- Born: Walter Simon Notheis Jr. February 7, 1943 St. Louis, Missouri
- Died: December 27, 1983 (aged 40) St. Peters, Missouri
- Occupations: Singer
- Years active: 1966–1983
- Formerly of: Bob Kuban and The In-Men

= Walter Scott (singer) =

American singer (1943–1983)

Walter Simon Notheis, Jr. (February 7, 1943 - December 27, 1983), best remembered by his stage name of Walter Scott, was an American singer who fronted Bob Kuban and The In-Men, a St. Louis, Missouri-based rock 'n' roll band that had brief national popularity in the mid-1960s with the song "The Cheater".

==Career==
Scott was born Walter Simon Notheis Jr. on February 7, 1943, in St. Louis, Missouri, to Catherine Marie (née Johnson; July 22, 1923 – June 27, 2022) and Walter Simon Notheis Sr. (May 31, 1921 – January 5, 2003).

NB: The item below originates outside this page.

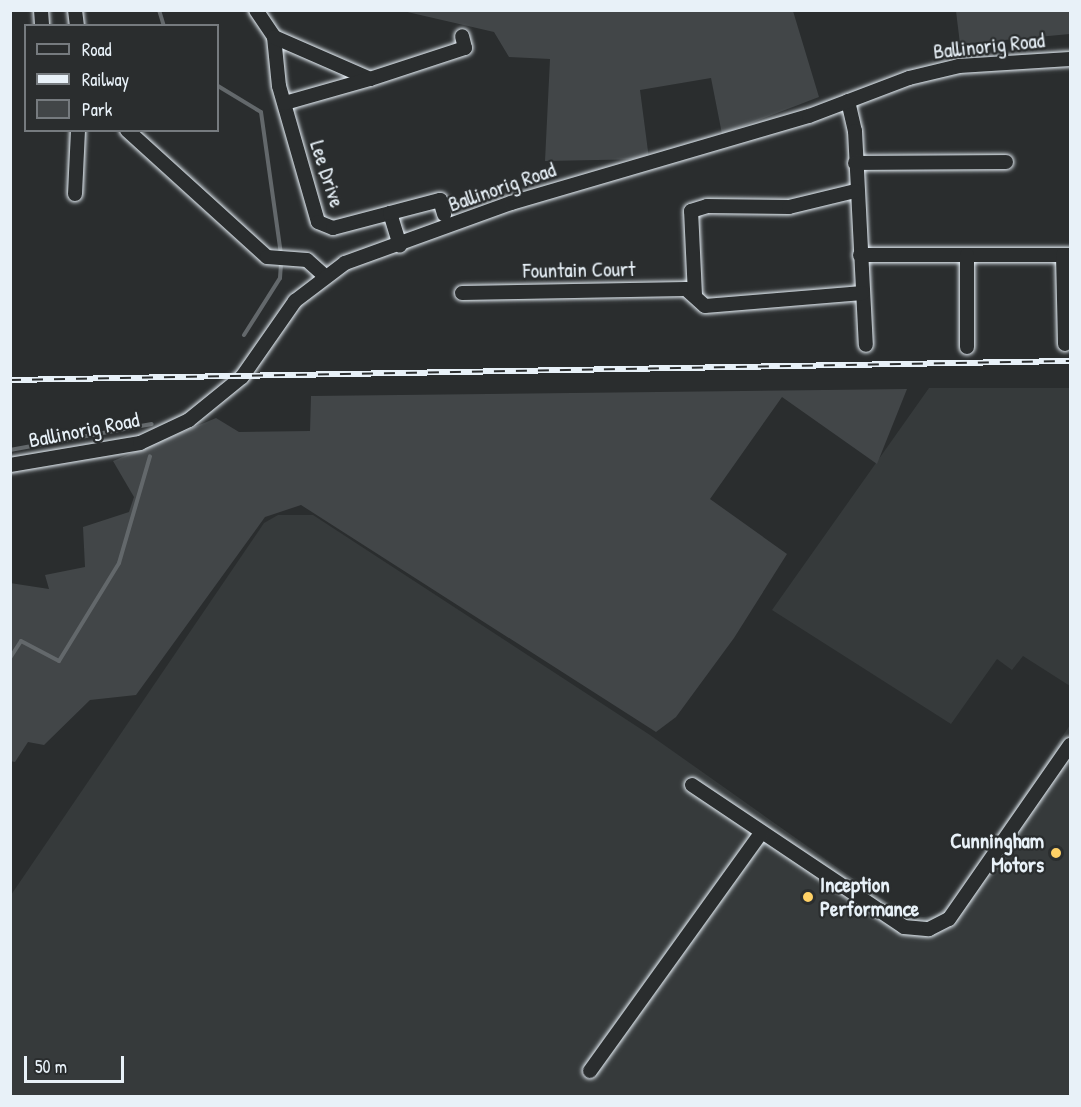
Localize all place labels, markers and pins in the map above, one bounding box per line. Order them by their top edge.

Scott found fame with Bob Kuban and The In-Men in 1966 with his lead vocals on the song "The Cheater", spent eleven weeks on the Billboard Hot 100, peaking at #12 on March 12–19, 1966. The In-Men were never able to chart another Top 40 hit and Scott left the group soon after to attempt a solo career. When this failed, Scott began touring with a cover band during the 1970s.

In early 1983, Scott and Kuban performed together again for a television appearance, and planned to reunite the band for their twentieth anniversary in June 1983.

==Death==
Scott disappeared on December 27, 1983. In April 1987, his body was found floating face-down in a cistern. He had been hog-tied and shot in the chest.

Scott's second wife, JoAnn (née Calcaterra), pleaded guilty to hindering the prosecution of his murder, and received a five-year sentence. She served 18 months of her sentence as a result of a plea bargain. Her lover, James H. Williams Sr., whom she had married in 1986, was found guilty of two counts of capital murder for the deaths of Scott, and of Williams' previous wife, Sharon Williams, who died on October 19, 1983 from what was originally thought to have been an automobile accident.

Police were told where to look for Scott's body by Williams' son.

The case was documented on the TLC TV series Forensic Files (season 7, episode 1: "The Cheater"), HBO's Autopsy 3: Voices From the Grave, Secrets of the Morgue (episode: "The Wells Run Dry"), Oxygen's Exhumed: Killer Revealed (episode: "Murders on the Edge of Town"), and as part of The New Detectives: Case Studies in Forensic Science (episode: "Grave Discoveries").

On September 11, 2011, James Williams Sr. died at age 72 while serving his life sentence. He had been in hospice in the state prison in Potosi, Missouri for some time due to having heart problems. JoAnn Williams died at age 75 in May 2019.